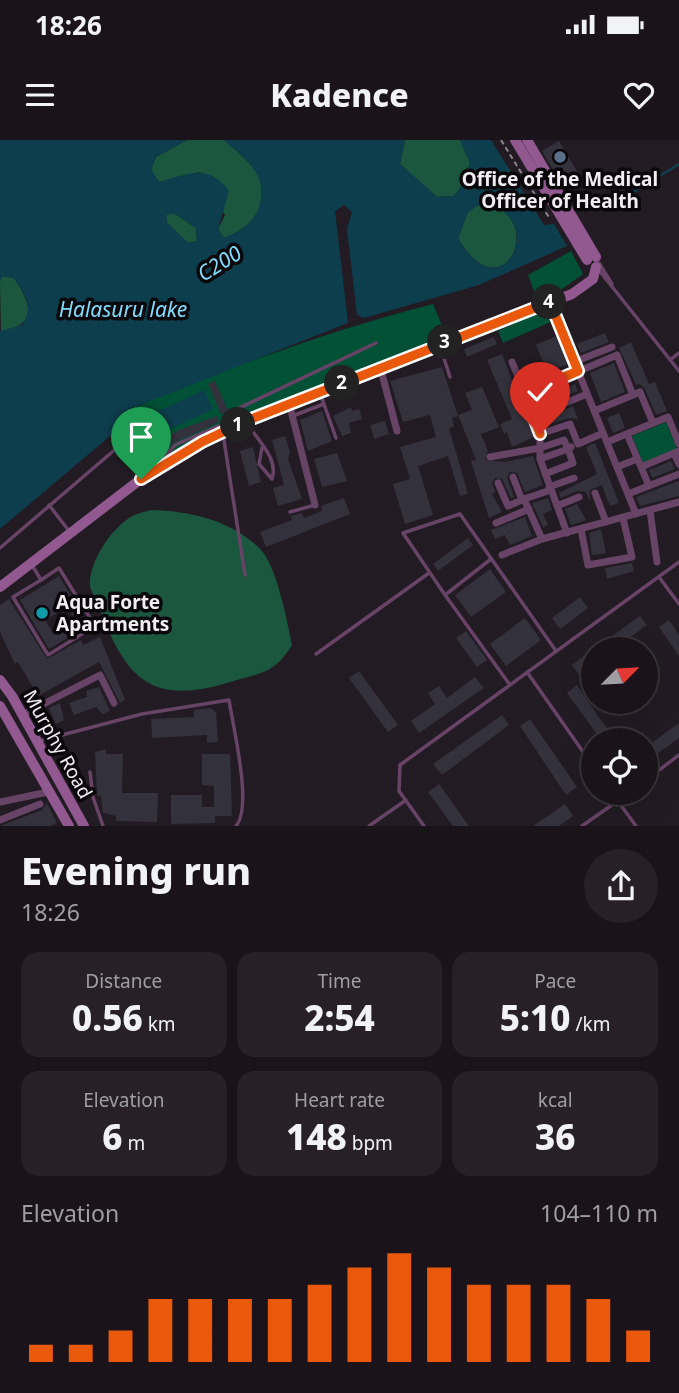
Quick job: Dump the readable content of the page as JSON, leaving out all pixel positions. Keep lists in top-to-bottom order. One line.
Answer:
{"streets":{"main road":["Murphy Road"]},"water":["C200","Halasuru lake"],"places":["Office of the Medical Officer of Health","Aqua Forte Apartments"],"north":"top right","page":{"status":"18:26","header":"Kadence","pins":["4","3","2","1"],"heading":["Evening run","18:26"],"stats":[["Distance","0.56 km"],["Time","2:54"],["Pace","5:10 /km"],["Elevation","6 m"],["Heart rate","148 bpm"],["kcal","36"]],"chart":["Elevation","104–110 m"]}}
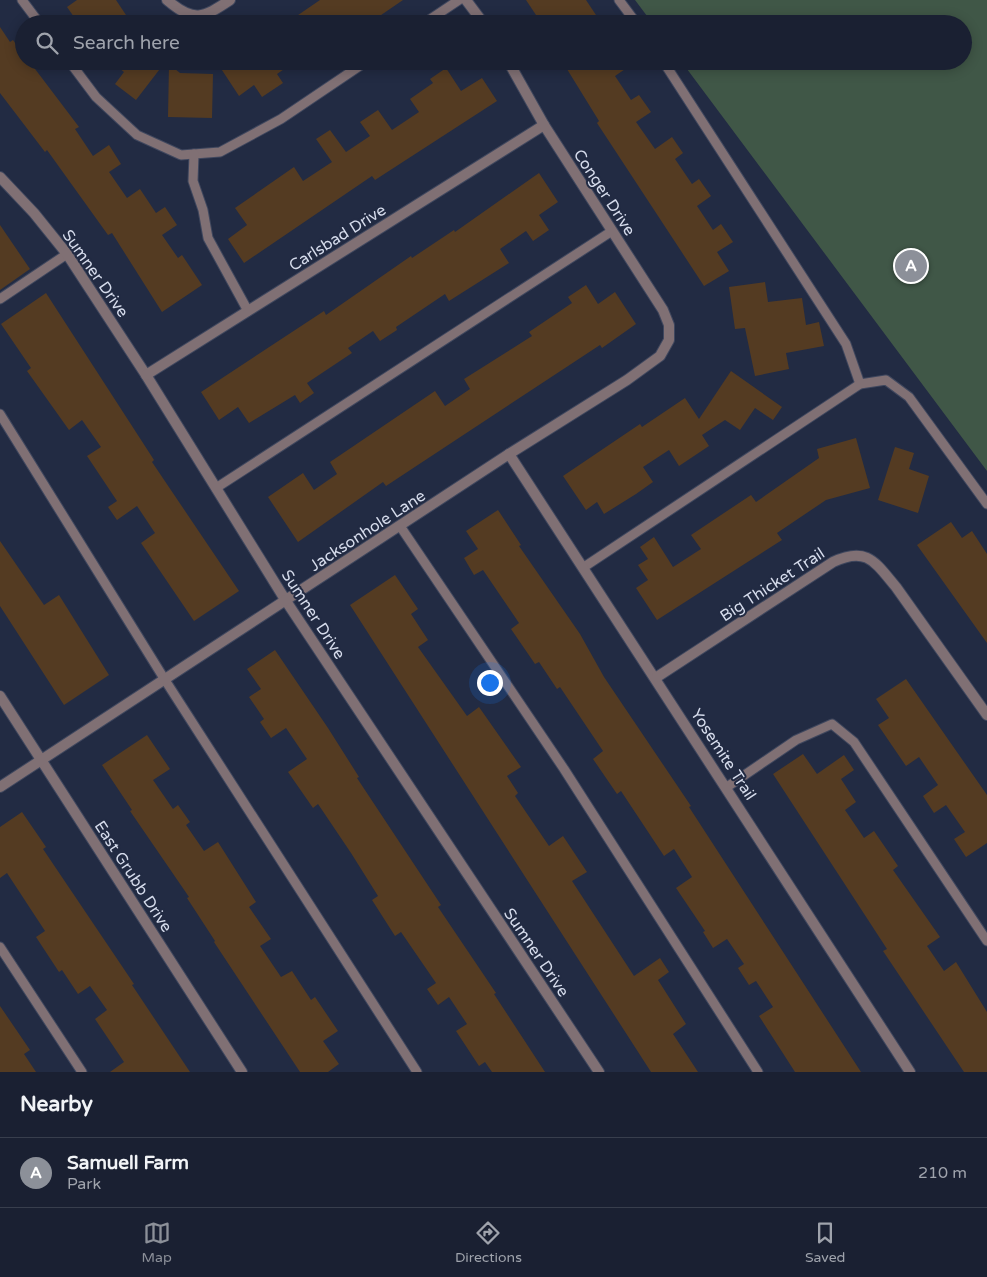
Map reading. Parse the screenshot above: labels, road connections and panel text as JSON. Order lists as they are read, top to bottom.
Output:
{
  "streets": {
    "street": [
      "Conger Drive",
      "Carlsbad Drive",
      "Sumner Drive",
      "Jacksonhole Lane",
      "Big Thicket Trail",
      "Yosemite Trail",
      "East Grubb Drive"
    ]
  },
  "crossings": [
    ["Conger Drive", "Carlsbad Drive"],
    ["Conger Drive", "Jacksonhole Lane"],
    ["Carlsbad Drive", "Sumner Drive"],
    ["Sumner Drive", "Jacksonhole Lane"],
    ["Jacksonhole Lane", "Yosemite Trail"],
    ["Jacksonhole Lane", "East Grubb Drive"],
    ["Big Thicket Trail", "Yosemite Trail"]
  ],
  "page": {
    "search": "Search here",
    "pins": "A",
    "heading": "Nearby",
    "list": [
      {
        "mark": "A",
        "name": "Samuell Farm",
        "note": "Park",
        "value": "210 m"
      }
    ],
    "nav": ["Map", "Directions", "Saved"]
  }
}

### Prompt
Copy exactly the line containing "Map reading. Parse" and every line after it, ending with the last line of the records above.

### Exercise solution
Map reading. Parse the screenshot above: labels, road connections and panel text as JSON. Order lists as they are read, top to bottom.
Output:
{
  "streets": {
    "street": [
      "Conger Drive",
      "Carlsbad Drive",
      "Sumner Drive",
      "Jacksonhole Lane",
      "Big Thicket Trail",
      "Yosemite Trail",
      "East Grubb Drive"
    ]
  },
  "crossings": [
    ["Conger Drive", "Carlsbad Drive"],
    ["Conger Drive", "Jacksonhole Lane"],
    ["Carlsbad Drive", "Sumner Drive"],
    ["Sumner Drive", "Jacksonhole Lane"],
    ["Jacksonhole Lane", "Yosemite Trail"],
    ["Jacksonhole Lane", "East Grubb Drive"],
    ["Big Thicket Trail", "Yosemite Trail"]
  ],
  "page": {
    "search": "Search here",
    "pins": "A",
    "heading": "Nearby",
    "list": [
      {
        "mark": "A",
        "name": "Samuell Farm",
        "note": "Park",
        "value": "210 m"
      }
    ],
    "nav": ["Map", "Directions", "Saved"]
  }
}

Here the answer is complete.